> **Work task**
Type out the data exactly as given. Skip any image.

Stored data
□ □ □ □

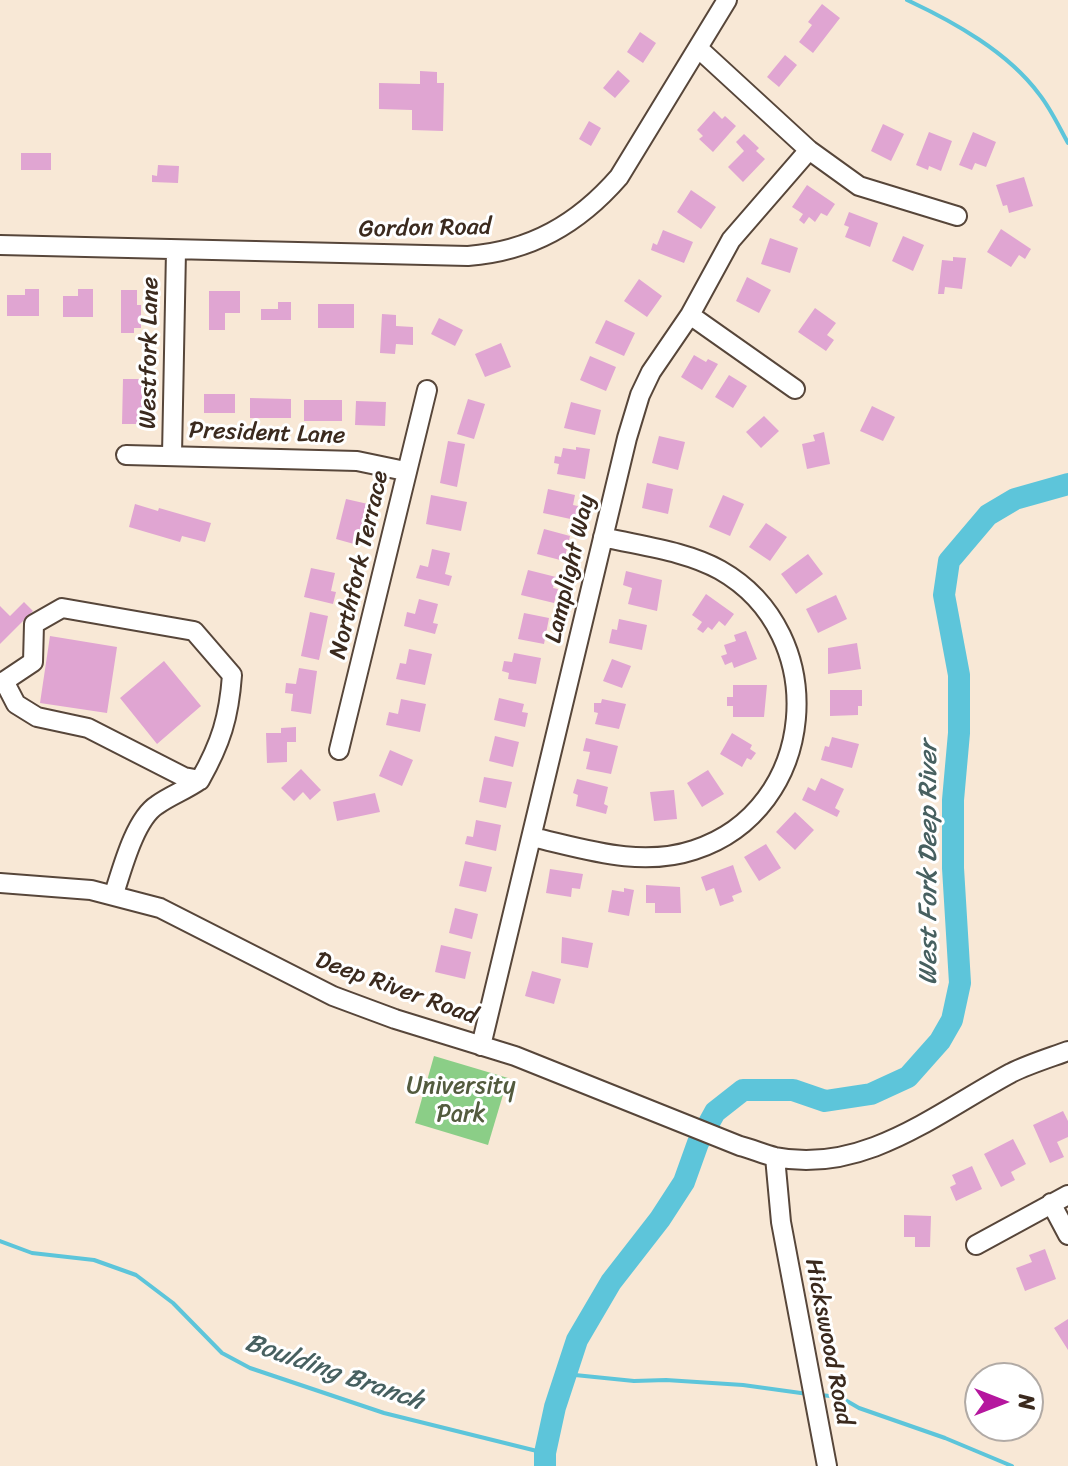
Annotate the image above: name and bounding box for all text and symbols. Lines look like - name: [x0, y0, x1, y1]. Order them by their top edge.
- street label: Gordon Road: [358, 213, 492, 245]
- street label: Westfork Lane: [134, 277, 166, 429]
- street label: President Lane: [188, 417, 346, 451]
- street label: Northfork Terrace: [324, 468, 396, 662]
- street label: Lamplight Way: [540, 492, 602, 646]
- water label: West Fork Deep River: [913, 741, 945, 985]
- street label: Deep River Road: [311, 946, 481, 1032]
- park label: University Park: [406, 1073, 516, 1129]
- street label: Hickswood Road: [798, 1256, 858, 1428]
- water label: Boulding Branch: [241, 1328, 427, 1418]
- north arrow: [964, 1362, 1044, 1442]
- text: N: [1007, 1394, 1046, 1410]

□ □ □ □

> **Task result**
Annotate the image above: name and bounding box for all text and symbols. Lines look like - name: [x0, y0, x1, y1]. Order them by their top edge.
- street label: Gordon Road: [358, 213, 492, 245]
- street label: Westfork Lane: [134, 277, 166, 429]
- street label: President Lane: [188, 417, 346, 451]
- street label: Northfork Terrace: [324, 468, 396, 662]
- street label: Lamplight Way: [540, 492, 602, 646]
- water label: West Fork Deep River: [913, 741, 945, 985]
- street label: Deep River Road: [311, 946, 481, 1032]
- park label: University Park: [406, 1073, 516, 1129]
- street label: Hickswood Road: [798, 1256, 858, 1428]
- water label: Boulding Branch: [241, 1328, 427, 1418]
- north arrow: [964, 1362, 1044, 1442]
- text: N: [1007, 1394, 1046, 1410]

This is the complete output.